(TASK INPUT)
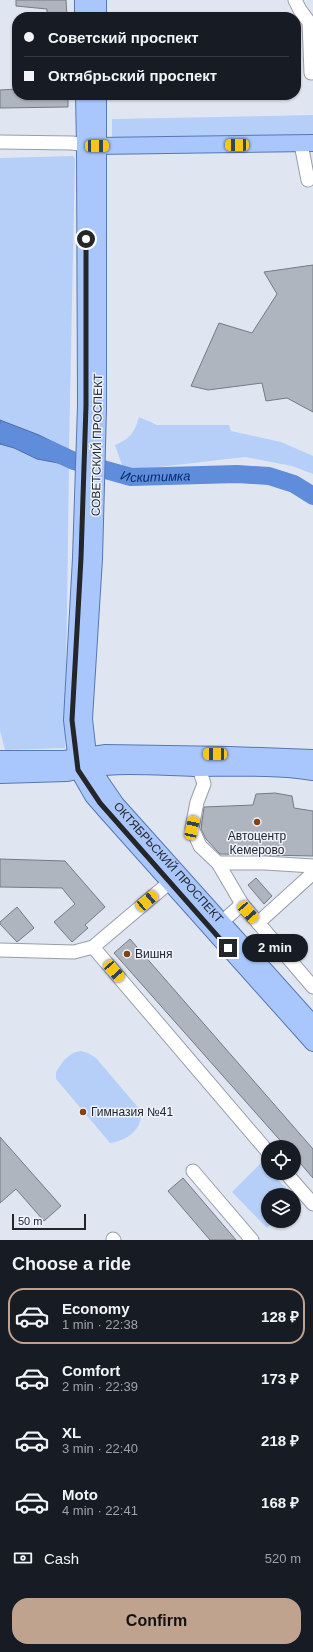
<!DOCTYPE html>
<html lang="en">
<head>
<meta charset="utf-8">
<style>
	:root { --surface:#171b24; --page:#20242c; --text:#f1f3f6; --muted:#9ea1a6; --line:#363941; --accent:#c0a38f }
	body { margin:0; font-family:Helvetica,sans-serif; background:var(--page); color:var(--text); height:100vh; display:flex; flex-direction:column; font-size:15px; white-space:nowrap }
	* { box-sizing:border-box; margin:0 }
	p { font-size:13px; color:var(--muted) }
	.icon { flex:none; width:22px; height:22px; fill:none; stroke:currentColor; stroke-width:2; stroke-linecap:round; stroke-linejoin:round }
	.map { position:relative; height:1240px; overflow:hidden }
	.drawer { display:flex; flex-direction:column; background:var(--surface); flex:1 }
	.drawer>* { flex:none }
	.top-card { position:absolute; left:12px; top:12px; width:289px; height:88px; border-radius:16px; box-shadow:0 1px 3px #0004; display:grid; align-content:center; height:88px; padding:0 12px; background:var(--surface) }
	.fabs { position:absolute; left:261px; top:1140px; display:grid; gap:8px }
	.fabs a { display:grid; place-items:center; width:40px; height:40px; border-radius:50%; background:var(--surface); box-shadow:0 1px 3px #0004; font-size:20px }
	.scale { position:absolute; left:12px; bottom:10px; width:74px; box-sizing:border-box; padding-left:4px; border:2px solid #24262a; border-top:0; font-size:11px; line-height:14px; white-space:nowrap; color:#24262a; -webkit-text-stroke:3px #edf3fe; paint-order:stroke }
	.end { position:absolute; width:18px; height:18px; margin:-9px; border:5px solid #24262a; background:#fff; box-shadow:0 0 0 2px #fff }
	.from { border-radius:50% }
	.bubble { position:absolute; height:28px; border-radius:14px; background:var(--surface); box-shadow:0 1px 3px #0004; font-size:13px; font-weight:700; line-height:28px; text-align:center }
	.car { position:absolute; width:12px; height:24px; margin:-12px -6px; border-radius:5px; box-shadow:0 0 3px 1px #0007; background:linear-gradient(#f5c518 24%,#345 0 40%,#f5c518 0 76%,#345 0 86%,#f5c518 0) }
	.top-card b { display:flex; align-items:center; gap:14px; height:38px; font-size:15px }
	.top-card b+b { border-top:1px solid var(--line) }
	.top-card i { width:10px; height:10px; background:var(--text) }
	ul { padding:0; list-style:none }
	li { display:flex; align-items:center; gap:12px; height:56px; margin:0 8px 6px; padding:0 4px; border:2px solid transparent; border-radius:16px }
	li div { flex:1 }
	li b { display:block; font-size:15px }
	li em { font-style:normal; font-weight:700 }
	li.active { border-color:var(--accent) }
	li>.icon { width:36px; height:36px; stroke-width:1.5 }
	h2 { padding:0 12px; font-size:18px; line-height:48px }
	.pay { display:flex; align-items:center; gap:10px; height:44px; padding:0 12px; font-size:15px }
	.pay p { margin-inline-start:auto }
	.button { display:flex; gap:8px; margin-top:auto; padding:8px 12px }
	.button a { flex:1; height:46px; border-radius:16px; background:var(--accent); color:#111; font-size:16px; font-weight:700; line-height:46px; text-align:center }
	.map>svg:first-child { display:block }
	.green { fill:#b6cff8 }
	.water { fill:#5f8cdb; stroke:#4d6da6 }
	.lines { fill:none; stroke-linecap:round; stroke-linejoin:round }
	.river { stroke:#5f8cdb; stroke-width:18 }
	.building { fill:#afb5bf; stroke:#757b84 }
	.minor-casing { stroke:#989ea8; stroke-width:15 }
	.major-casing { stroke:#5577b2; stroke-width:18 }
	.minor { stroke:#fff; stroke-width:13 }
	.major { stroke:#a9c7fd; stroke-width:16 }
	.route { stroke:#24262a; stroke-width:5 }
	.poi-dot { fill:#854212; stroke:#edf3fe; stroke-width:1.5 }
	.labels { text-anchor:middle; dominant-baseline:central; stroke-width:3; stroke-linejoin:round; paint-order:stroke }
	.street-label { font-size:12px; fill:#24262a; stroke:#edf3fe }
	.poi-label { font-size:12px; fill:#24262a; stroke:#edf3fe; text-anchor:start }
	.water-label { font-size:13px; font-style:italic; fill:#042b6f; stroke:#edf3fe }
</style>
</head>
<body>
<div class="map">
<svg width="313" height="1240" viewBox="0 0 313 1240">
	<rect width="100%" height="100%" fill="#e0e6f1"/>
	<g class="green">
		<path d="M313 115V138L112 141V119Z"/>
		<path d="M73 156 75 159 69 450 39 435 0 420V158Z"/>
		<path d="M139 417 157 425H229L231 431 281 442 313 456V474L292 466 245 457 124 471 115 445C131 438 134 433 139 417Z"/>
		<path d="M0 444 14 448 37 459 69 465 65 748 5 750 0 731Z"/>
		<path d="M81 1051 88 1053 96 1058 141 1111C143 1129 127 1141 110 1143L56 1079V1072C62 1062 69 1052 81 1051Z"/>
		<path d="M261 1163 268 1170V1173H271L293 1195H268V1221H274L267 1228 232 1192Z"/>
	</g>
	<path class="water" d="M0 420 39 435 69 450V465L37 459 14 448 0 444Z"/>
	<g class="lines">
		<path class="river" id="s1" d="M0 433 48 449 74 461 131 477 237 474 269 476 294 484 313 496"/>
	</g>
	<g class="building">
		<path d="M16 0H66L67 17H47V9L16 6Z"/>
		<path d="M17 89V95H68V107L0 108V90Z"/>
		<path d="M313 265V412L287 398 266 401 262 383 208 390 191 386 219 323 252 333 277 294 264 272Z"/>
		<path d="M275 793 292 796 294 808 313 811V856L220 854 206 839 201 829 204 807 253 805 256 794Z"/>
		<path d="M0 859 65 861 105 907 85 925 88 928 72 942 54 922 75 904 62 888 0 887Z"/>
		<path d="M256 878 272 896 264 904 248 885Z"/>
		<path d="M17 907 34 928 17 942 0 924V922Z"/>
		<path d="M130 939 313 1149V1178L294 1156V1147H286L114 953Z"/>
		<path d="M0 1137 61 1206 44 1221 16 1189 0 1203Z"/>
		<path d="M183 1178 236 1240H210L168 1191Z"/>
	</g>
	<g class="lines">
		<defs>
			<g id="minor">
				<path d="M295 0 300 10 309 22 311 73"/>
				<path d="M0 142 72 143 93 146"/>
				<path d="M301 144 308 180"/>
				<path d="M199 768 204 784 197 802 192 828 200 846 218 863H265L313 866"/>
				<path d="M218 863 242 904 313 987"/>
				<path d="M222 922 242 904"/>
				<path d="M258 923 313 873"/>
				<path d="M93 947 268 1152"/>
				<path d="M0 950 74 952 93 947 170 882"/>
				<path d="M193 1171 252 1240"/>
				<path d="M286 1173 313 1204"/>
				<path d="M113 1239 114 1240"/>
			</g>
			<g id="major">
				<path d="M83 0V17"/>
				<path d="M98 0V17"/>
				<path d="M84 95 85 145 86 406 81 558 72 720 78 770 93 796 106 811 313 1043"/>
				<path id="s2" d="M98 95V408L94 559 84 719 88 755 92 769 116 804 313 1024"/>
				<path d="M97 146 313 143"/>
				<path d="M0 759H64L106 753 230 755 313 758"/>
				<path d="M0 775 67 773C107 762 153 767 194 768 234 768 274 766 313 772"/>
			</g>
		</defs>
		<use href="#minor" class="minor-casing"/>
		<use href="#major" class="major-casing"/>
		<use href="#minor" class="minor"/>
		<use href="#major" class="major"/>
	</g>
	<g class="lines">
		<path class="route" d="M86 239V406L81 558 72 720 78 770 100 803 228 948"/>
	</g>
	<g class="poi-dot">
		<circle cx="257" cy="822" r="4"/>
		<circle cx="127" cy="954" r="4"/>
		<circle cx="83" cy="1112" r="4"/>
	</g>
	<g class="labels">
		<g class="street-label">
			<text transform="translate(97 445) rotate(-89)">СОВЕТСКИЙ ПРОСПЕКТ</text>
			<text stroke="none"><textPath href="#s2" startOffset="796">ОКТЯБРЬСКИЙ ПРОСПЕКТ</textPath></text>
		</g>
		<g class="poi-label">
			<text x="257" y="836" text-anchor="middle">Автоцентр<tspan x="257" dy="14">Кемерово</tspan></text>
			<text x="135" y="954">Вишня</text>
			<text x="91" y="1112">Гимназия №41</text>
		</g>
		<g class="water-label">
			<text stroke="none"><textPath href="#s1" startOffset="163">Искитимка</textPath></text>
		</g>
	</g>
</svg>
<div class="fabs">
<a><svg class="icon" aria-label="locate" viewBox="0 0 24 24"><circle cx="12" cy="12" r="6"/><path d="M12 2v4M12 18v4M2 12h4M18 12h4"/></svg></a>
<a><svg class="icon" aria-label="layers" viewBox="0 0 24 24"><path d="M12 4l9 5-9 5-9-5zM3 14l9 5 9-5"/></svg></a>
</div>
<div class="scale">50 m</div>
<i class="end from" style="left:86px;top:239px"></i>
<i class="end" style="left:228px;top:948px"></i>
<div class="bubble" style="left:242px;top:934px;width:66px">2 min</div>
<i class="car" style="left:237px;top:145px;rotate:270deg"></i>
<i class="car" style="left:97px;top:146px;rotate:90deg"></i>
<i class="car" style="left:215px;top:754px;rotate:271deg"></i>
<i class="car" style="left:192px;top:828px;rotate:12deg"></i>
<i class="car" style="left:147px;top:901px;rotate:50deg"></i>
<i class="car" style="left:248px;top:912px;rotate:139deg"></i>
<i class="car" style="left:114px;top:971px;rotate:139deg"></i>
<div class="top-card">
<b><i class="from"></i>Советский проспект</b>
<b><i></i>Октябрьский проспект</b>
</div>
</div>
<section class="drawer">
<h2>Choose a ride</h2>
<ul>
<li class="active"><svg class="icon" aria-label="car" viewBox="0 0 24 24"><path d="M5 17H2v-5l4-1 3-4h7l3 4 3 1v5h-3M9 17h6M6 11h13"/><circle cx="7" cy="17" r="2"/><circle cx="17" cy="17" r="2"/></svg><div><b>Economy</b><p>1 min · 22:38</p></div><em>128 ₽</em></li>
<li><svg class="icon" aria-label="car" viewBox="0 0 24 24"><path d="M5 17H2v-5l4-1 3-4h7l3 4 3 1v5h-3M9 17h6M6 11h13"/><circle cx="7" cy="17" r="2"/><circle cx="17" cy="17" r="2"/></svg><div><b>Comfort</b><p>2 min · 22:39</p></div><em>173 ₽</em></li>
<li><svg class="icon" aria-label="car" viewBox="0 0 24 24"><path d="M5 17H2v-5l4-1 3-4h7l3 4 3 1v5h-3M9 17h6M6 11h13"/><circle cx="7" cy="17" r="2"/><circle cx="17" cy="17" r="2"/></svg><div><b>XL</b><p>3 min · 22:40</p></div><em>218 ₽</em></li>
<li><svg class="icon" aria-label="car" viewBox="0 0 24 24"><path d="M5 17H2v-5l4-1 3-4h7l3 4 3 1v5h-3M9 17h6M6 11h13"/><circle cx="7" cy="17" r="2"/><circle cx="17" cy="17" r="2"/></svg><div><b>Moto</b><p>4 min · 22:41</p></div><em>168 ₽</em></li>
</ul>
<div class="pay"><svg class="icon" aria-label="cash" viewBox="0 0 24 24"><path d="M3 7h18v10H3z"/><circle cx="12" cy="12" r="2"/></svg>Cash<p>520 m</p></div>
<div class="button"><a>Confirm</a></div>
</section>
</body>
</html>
(End TASK INPUT)
EXERCISE GOAL » Select and copy each line from the data that includes the word "labels".

THE ANSWER »
	.labels { text-anchor:middle; dominant-baseline:central; stroke-width:3; stroke-linejoin:round; paint-order:stroke }
	<g class="labels">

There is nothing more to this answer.